14 June 2021

Baobab trees: Why do some trees (often called “female” locally) produced so much more fruit than others (“male”)? Besides the leaves used for sauces and the bark used for ropes, it is first of all the baobab fruit which are useful to humans: their white pulp is rich in vitamin C and oil (used by the cosmetic industry) is extracted from the seeds. Like most plants, baobabs “are hermaphrodites; flowers have both male and female reproductive organs within the same flower.” The article’s authors’ study “found that the flowers of trees that produce more fruit had better developed female reproductive organs”. “Flowers are bisexual, but biased” and some trees “specialise” in seed production (“female”) and others in pollen production (“male”). Moths or bats act as pollinators. Note that most baobabs are “self-incompatible” i.e., they cannot fertilise themselves, so don’t eliminate the males!
https://theconversation.com/the-sex-organs-of-baobab-flowers-may-solve-the-puzzle-of-trees-that-bear-more-fruit-161926

GDP boosts rich countries: Changes introduced over the years (in 1993 and again in 2008) to international measurement rules of GDP have disproportionately benefitted rich countries. With financial intermediation, R&D, the production of weapons newly included in GDP, the (rich) countries that do these things have benefitted (“the US is first in weapons and second in financial services and R&D, while the UK leads on financial services”). If it had not been for these changes in measurement, “non-western economies have in fact caught up with the west to a larger extent than what the GDP data suggest.” And GDP size is not only of theoretical importance – it determines voting rights in IMF and World Bank and shapes investor perceptions, credit ratings, and thus the rate at which a country can borrow. Adding all this to GDP’s problems with the environment and with household word, it is maybe time, the article’s author concludes, “to entirely rethink altogether the indicators we employ to measure economic progress.”
https://theconversation.com/gdp-numbers-are-not-what-they-seem-how-they-boost-us-and-uk-at-expense-of-developing-countries-162468

You cannot determine where your feet will land
BBC Africa Live 14 June 2021. 4:32. African proverb of the day. A Tonga proverb sent by Michael in Livingstone, Zambia.
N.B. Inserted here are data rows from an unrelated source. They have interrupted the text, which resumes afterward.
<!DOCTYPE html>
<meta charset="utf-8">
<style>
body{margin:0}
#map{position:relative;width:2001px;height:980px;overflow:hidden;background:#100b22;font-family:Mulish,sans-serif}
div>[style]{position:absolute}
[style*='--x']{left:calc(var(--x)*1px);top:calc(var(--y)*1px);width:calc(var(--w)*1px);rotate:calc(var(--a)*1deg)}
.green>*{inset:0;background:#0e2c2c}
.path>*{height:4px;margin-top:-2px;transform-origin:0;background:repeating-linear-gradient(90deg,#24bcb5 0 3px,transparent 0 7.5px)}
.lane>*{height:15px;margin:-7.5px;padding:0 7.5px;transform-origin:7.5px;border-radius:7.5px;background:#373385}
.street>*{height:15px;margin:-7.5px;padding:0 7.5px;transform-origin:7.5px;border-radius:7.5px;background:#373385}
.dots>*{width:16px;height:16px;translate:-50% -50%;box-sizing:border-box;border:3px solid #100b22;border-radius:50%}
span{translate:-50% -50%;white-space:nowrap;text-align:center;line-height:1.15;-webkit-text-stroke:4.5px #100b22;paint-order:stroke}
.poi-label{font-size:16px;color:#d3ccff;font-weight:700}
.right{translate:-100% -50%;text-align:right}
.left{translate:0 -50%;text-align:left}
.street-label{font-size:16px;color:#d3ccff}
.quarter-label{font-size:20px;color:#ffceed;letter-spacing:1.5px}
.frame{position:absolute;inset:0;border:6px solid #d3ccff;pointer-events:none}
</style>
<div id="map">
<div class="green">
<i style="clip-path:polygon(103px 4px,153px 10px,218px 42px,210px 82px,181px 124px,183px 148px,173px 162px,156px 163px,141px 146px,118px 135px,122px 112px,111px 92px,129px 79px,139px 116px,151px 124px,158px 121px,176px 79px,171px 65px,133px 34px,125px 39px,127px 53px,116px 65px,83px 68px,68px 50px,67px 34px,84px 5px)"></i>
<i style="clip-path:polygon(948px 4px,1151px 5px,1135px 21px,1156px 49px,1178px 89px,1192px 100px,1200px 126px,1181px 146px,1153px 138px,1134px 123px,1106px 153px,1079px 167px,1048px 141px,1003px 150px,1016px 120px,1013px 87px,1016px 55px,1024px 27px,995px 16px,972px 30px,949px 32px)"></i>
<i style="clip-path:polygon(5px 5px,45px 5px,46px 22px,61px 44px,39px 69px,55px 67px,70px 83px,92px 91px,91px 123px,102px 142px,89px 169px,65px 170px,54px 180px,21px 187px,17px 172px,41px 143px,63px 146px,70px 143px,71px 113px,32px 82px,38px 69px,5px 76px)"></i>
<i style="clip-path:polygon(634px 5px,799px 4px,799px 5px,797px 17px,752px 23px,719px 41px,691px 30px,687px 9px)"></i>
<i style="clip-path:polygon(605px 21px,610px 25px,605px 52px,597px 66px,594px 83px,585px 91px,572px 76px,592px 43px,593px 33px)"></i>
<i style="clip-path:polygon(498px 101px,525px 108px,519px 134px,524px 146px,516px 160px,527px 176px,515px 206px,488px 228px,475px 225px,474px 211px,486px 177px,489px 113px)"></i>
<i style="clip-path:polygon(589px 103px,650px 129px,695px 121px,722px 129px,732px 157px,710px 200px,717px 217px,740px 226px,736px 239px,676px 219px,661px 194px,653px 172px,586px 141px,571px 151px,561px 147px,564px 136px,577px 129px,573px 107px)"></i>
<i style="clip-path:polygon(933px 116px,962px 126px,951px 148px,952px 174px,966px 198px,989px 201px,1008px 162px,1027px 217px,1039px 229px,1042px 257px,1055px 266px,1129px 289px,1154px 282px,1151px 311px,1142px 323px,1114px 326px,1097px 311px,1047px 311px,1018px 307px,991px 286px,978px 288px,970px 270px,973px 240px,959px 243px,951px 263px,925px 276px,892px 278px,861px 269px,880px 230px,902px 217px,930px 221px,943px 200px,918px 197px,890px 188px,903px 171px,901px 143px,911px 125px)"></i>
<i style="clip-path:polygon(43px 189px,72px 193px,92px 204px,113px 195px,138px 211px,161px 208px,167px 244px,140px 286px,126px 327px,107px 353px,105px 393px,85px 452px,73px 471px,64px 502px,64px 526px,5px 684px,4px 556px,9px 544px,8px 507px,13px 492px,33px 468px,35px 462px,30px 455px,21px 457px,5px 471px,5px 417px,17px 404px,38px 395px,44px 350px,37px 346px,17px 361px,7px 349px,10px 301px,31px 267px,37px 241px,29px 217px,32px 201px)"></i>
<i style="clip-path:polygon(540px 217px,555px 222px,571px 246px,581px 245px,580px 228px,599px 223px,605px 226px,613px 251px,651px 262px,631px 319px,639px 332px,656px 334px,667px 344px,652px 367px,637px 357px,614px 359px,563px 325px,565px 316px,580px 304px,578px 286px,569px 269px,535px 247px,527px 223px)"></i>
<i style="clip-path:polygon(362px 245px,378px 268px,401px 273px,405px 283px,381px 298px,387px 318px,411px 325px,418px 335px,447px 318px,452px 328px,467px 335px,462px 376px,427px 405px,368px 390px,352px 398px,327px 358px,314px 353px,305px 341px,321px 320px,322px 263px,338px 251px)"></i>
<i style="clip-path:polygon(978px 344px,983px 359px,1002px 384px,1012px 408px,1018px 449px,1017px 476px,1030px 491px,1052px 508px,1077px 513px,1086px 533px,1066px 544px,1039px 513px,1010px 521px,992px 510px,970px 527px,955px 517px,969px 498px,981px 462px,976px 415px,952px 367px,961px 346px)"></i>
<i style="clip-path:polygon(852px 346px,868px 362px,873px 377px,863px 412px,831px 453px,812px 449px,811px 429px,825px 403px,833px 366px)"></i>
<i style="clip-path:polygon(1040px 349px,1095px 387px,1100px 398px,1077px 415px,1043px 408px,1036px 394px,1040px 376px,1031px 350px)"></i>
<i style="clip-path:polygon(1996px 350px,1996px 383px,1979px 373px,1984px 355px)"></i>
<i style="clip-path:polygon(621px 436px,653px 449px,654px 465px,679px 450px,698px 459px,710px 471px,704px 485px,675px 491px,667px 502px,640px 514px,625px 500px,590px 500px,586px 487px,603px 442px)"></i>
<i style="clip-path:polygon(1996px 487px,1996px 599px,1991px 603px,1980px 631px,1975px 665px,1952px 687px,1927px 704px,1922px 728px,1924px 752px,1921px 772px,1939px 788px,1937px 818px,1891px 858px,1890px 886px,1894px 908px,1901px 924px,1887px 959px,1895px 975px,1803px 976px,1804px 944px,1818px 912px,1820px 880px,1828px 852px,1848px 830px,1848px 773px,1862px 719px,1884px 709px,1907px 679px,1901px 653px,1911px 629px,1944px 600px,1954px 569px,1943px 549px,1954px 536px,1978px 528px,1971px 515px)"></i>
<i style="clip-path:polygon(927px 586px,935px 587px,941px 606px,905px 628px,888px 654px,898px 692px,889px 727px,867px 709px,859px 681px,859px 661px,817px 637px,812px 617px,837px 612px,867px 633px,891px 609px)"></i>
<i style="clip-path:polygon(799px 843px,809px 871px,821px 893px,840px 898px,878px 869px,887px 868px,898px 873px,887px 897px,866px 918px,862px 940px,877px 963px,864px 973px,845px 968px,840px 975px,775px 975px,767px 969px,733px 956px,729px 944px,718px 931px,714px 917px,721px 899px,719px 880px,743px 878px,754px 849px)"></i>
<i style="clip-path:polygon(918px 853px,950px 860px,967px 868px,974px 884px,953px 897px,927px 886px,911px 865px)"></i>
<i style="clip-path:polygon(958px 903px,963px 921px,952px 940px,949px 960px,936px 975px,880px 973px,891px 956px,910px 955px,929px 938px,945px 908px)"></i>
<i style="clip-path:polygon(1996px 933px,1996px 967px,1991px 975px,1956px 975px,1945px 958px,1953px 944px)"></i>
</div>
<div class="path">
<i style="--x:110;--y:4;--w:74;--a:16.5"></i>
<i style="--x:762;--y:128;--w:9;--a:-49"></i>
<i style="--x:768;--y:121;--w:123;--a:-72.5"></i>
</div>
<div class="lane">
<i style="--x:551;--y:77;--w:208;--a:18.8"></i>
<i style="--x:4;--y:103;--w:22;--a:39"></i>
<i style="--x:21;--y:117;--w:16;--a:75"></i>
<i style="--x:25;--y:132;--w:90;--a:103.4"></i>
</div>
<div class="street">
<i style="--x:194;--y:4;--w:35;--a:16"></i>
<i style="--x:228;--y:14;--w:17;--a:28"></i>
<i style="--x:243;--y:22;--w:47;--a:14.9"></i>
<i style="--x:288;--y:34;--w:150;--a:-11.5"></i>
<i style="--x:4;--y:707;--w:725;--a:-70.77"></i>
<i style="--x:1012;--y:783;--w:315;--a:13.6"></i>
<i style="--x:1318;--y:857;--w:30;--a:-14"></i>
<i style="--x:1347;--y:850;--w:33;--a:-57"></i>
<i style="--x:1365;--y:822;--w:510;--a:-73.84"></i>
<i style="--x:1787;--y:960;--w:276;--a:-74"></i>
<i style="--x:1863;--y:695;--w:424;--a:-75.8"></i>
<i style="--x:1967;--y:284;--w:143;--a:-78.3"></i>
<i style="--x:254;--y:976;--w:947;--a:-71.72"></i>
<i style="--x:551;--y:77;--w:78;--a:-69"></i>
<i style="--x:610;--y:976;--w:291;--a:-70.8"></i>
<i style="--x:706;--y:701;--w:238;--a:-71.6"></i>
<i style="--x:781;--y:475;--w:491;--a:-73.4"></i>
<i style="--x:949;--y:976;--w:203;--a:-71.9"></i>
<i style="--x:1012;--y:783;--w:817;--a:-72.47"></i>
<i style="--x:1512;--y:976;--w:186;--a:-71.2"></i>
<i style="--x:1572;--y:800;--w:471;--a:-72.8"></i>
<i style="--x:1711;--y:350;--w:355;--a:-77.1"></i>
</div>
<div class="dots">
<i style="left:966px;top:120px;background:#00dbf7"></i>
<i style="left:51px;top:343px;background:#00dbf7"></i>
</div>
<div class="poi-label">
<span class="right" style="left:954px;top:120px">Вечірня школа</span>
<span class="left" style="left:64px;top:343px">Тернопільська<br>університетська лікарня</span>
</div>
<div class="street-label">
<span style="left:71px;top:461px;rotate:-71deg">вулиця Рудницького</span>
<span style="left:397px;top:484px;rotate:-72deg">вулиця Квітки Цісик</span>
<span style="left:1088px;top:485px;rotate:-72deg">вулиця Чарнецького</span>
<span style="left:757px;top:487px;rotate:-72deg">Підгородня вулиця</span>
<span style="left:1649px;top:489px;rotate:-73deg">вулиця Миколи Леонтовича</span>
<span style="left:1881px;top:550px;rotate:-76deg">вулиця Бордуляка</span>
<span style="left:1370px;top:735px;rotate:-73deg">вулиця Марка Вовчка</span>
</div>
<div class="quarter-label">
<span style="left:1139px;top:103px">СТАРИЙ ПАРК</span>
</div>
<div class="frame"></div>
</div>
Algeria: The ministry of communication has cancelled the accreditation of French television channel France 24 for having shown “clear and repeated hostility towards Algeria and its institutions”. In the meantime, witing for results of the Saturday parliamentary elections, turnout seems to have been around 30% and the “Islamist MSP has claimed that its candidates are leading in most regions.”
BBC Africa Live 14 June 2021. 6:04

Uganda: 18 Bobi Wine supporters have been released on bail. They were part of a group of 49 arrested six months ago, in December 2020 at a campaign rally. The others had been released in February (13) respectively May (18). The 49 had been charged with possession of four rounds of ammunition. During and after the campaign, there had been “a wave of arrests and alleged kidnaps of what are believed to be hundreds of opposition supporters”. At one point, “the security forces were holding at least 1000 people” according to the Internal Affairs Minister.
BBC Africa Live 14 June 2021. 11:53




13 June 2021

Côte d’Ivoire : Two soldiers and a police officer have died and four others have been wounded when on patrol in the country’s north, near the Burkinabè border. Their vehicle hit an explosive device.
BBC Africa Latest Updates 13 June 2021. 10:04

G7: The biggest 7 – well, China is not amongst them, they are Canada, France, Germany, Italy, Japan, the UK and the US – are calling for unimpeded access for aid workers to Tigray, for an immediate ceasefire, for the withdrawal of Eritrean troops. On a different note, they promise “a billion Covid-19 vaccines to poorer countries by next year and (to) raise $100bn (…) to help them cut carbon emissions.”